One of the books in my assigned reading for a preaching class back in January suggested that the closest literary genre to the sermon is the short story. I think this is correct, although you could probably also make a compelling case for non-fiction essays, or maybe even poetry.
Nevertheless, I was intrigued by the suggestion. The homiletics professor even suggested that preachers should try to read at least one short story per week to keep in touch with the short story genre and allow it to enrich their preaching.
Since then, I've been keeping short story collections on my night stand, and reading one or two per week.
The first collection I started reading was from Richard Ford. I think I consider Ford to be the greatest living novelist. And he's great at the short story, also. His collection A Multitude of Sins is the first of his short story collections I've read, but it is packed with the same wisdom and clarity of his novels. Ford listens really well. He has an ear for dialogue, but even more, he has an ear for the internal psychological state of the narrator and the characters, not to mention the reader of his stories. This itself should commend him to preachers.
In fact, I think if I ever stopped being an exegete of Christian scripture, I think the next best thing might be Richard Ford novels.

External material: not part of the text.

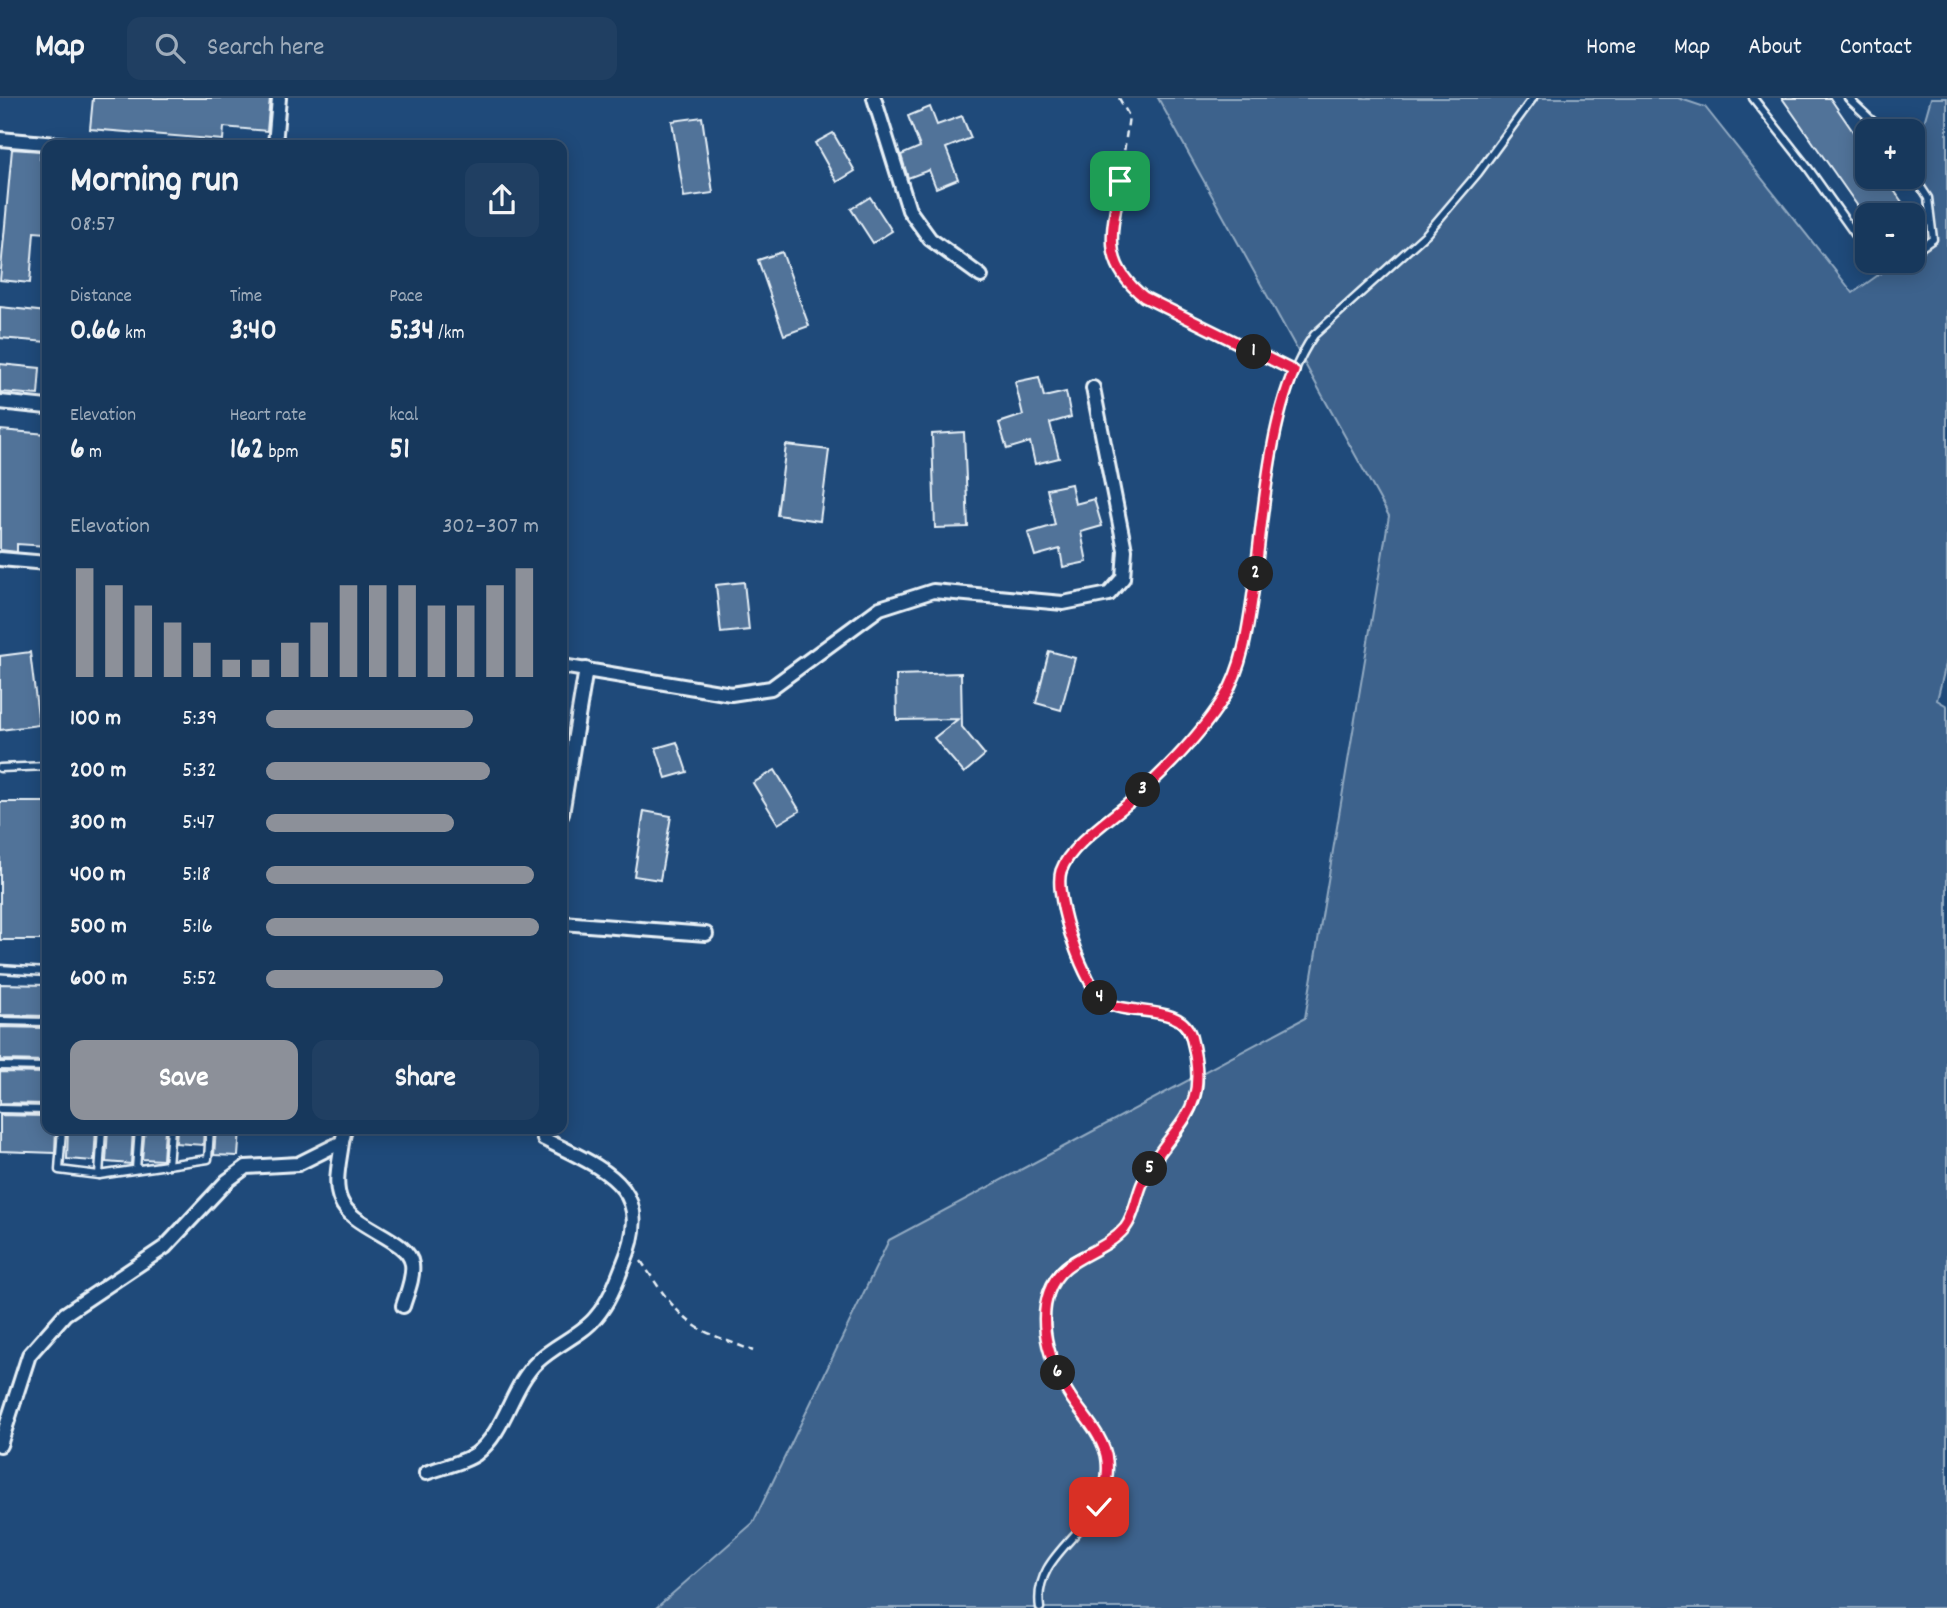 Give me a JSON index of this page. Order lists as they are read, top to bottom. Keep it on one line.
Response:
{"page":{"header":"Map","search":"Search here","nav":["Home","Map","About","Contact"],"map_buttons":["+","−"],"heading":["Morning run","08:57"],"stats":[["Distance","0.66 km"],["Time","3:40"],["Pace","5:34 /km"],["Elevation","6 m"],["Heart rate","162 bpm"],["kcal","51"]],"pins":["1","2","3","4","5","6"],"chart":["Elevation","302–307 m"],"list":[{"name":"100 m","note":"5:39"},{"name":"200 m","note":"5:32"},{"name":"300 m","note":"5:47"},{"name":"400 m","note":"5:18"},{"name":"500 m","note":"5:16"},{"name":"600 m","note":"5:52"}],"buttons":["Save","Share"]}} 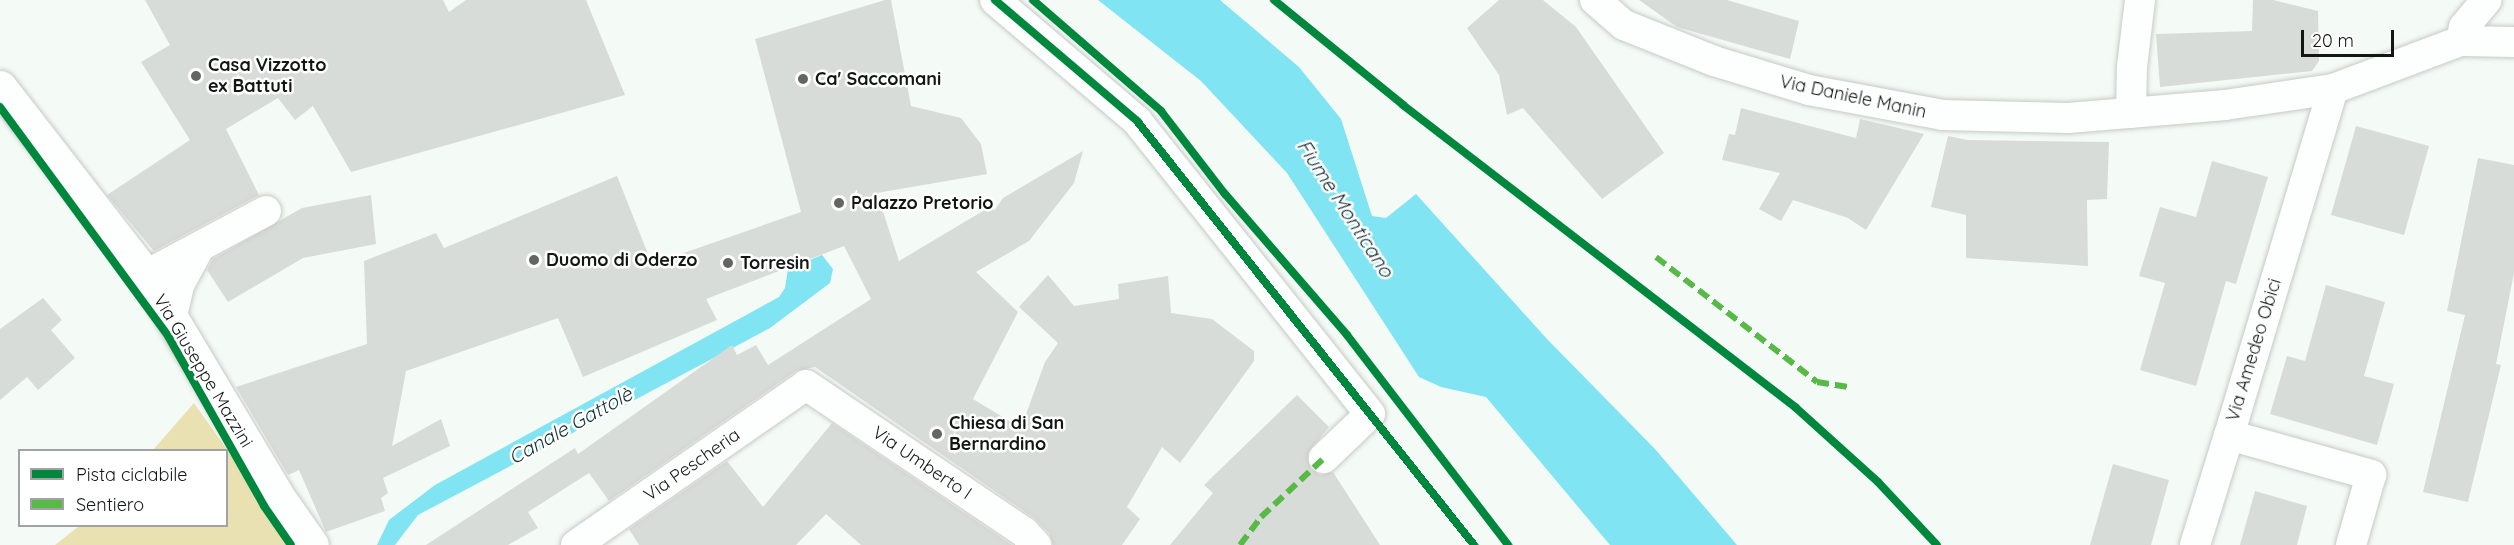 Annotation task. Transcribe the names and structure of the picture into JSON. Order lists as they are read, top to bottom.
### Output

A couple of other volumes I've been working my way through include Thomas Lynch's Apparitions and Late Fictions (a bit more morbid than I would like) and Don DeLillo's Point Omega. Not short stories, but more of a novella. Apparently when you're Philip Roth or Don Delillo at the end of your career, you can publish as a novel what others would need to include in a short story collection. Anyway, Delillo's novella is attentive in the way preachers are called to be, and the narrator's attention to the piece of art under consideration is again much like the attention exegetes give to a text in preparation to preach on it.